BYOD firms without a policy face 'security nightmare', warns security exec
Companies that allow their employees to bring their own devices to work without instituting a BYOD policy could face a "security nightmare," warned Harry Sverdlove, chief technology officer at security firm Bit9.
Without a policy in place, IT departments not only risk losing control over business data, but also risk being the target of attacks using that lost data, such as corporate emails and contact lists, Sverdlove wrote in a blog on IT Pro Portal.
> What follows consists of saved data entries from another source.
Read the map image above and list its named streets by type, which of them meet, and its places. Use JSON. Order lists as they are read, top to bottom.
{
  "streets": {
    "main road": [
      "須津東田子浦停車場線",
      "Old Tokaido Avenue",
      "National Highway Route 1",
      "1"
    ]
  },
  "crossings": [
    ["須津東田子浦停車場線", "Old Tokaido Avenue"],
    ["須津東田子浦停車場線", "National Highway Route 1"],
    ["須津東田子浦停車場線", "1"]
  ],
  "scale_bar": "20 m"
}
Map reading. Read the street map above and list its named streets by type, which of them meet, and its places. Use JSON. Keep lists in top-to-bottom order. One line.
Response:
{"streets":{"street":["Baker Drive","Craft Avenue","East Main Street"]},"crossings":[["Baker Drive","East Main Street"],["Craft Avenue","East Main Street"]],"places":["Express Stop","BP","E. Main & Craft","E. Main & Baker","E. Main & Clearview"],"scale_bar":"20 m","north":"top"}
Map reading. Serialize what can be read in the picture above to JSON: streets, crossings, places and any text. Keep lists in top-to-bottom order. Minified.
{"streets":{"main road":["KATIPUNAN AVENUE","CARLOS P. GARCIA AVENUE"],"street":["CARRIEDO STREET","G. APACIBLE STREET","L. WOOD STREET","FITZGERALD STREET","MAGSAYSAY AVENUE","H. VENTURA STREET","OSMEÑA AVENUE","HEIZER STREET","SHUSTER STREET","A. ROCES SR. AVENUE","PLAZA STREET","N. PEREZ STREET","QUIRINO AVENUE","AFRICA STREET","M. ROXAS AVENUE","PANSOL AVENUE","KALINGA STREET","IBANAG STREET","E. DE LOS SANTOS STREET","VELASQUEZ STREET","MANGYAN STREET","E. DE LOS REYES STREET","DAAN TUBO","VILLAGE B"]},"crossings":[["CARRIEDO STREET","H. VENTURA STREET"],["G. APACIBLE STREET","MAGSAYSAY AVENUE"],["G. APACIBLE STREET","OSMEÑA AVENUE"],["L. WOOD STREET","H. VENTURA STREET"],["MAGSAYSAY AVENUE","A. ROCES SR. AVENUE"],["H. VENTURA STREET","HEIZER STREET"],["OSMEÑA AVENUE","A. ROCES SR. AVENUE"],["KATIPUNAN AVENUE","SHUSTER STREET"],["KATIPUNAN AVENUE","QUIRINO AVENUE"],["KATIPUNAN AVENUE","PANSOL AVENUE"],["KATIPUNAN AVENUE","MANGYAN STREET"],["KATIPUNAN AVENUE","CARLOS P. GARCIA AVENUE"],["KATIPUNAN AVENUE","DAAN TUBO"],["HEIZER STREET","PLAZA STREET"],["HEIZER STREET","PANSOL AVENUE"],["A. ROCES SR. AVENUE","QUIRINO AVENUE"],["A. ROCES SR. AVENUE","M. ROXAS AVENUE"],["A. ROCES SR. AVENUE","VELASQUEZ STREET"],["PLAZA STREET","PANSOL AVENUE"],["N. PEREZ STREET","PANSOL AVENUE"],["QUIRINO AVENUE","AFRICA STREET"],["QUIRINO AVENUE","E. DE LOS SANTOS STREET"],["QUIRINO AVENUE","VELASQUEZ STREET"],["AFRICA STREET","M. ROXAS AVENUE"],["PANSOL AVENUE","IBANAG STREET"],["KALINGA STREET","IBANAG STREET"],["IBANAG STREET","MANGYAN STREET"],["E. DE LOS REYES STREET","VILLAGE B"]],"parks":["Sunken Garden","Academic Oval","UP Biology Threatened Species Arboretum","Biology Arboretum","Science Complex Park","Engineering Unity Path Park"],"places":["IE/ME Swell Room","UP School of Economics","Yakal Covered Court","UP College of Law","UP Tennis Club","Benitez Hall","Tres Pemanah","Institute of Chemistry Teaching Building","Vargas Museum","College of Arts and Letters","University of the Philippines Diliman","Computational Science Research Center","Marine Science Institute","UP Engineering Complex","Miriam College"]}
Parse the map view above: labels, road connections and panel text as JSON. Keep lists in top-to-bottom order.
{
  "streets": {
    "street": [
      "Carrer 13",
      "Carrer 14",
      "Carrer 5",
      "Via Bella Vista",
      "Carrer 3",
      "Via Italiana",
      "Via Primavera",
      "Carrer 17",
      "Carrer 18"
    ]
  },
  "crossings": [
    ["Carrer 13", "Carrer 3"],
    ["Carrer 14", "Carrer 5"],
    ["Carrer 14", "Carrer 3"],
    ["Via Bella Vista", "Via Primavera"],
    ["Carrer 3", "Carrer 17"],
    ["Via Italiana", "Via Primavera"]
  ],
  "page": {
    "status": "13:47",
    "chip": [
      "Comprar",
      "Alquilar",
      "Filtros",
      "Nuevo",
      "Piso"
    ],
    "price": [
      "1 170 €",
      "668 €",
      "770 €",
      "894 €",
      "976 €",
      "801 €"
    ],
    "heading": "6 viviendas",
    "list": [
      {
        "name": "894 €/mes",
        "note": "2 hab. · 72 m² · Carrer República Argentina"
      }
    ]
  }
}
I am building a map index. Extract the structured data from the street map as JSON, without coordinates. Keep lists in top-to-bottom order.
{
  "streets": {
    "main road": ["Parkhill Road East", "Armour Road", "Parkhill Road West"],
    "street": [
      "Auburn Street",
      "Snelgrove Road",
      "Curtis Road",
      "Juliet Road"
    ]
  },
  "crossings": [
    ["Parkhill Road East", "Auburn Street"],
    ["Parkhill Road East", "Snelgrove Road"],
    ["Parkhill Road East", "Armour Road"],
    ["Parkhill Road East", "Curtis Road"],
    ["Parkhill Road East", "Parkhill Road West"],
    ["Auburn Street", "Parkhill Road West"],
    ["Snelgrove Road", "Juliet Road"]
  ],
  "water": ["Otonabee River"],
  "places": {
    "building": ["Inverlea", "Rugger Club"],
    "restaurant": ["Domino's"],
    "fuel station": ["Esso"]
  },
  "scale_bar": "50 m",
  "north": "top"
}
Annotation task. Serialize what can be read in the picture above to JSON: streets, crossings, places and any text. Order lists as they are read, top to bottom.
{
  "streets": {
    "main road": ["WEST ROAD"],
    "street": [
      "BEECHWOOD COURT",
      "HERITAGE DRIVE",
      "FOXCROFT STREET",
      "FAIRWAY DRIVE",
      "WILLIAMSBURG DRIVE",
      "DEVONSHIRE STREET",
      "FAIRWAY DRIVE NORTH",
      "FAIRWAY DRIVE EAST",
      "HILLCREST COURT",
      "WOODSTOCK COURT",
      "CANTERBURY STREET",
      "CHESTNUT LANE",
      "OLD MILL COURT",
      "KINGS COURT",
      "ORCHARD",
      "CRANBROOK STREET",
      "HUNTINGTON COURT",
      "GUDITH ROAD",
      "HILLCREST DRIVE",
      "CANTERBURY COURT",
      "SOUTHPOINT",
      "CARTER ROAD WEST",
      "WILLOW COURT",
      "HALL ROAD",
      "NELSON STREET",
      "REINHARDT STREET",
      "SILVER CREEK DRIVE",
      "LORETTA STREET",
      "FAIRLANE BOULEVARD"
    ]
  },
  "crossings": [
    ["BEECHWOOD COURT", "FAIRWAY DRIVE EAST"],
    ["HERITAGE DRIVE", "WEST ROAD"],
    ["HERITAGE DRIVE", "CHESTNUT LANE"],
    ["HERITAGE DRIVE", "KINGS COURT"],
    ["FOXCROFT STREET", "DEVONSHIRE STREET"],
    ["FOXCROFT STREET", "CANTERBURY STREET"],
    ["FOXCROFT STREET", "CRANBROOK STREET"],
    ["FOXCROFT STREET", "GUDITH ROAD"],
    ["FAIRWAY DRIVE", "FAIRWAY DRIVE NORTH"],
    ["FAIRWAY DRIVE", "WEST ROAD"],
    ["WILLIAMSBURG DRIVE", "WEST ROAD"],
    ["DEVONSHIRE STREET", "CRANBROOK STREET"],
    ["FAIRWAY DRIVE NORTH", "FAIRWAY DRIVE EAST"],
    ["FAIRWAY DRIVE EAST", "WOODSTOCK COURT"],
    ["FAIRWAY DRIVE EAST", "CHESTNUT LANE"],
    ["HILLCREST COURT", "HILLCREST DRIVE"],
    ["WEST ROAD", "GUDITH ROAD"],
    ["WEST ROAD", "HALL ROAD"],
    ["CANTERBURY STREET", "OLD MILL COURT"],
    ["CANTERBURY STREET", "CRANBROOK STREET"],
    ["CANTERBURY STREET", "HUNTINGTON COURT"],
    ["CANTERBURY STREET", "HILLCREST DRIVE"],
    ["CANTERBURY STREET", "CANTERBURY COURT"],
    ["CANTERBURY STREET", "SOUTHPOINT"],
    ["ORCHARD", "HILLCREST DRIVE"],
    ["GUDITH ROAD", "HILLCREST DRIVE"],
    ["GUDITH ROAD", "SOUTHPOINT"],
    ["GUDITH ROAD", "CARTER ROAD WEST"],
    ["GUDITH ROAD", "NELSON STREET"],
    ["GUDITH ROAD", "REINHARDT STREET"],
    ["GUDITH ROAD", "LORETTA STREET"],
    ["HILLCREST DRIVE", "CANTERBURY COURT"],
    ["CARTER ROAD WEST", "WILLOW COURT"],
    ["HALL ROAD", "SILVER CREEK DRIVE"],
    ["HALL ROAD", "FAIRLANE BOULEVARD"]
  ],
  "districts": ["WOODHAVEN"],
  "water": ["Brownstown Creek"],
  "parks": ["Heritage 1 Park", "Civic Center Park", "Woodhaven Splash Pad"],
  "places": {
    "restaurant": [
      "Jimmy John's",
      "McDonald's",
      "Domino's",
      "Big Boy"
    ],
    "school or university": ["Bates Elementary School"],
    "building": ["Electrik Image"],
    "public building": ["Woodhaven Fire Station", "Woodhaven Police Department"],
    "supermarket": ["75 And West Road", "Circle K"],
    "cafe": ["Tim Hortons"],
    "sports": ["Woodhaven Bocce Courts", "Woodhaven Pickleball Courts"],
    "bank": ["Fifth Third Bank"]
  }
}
Sverdlove cited a study conducted by Bit9 which analyzed more than 400,000 Android apps in the Google (NASDAQ: GOOG) Play marketplace and found that 72 percent of those apps ask for permissions that give the apps access to private data or control over the phone's functions.
In addition, Bit9 found that 25 percent of those 400,000 apps were "suspicious" because they performed "questionable tasks and have access to private data." This is a major problem for enterprises that allow BYOD, he stressed.
Sverdlove recommended that companies encourage staff to consider carefully permission requests from apps they are preparing to download.
"Don't automatically check 'Yes' to every request and be cautious if, for example, a wallpaper app asks to use GPS data. Consumers needn't be paranoid that every app is a potential threat, but they should be aware of the possibility and act responsibly," he advised.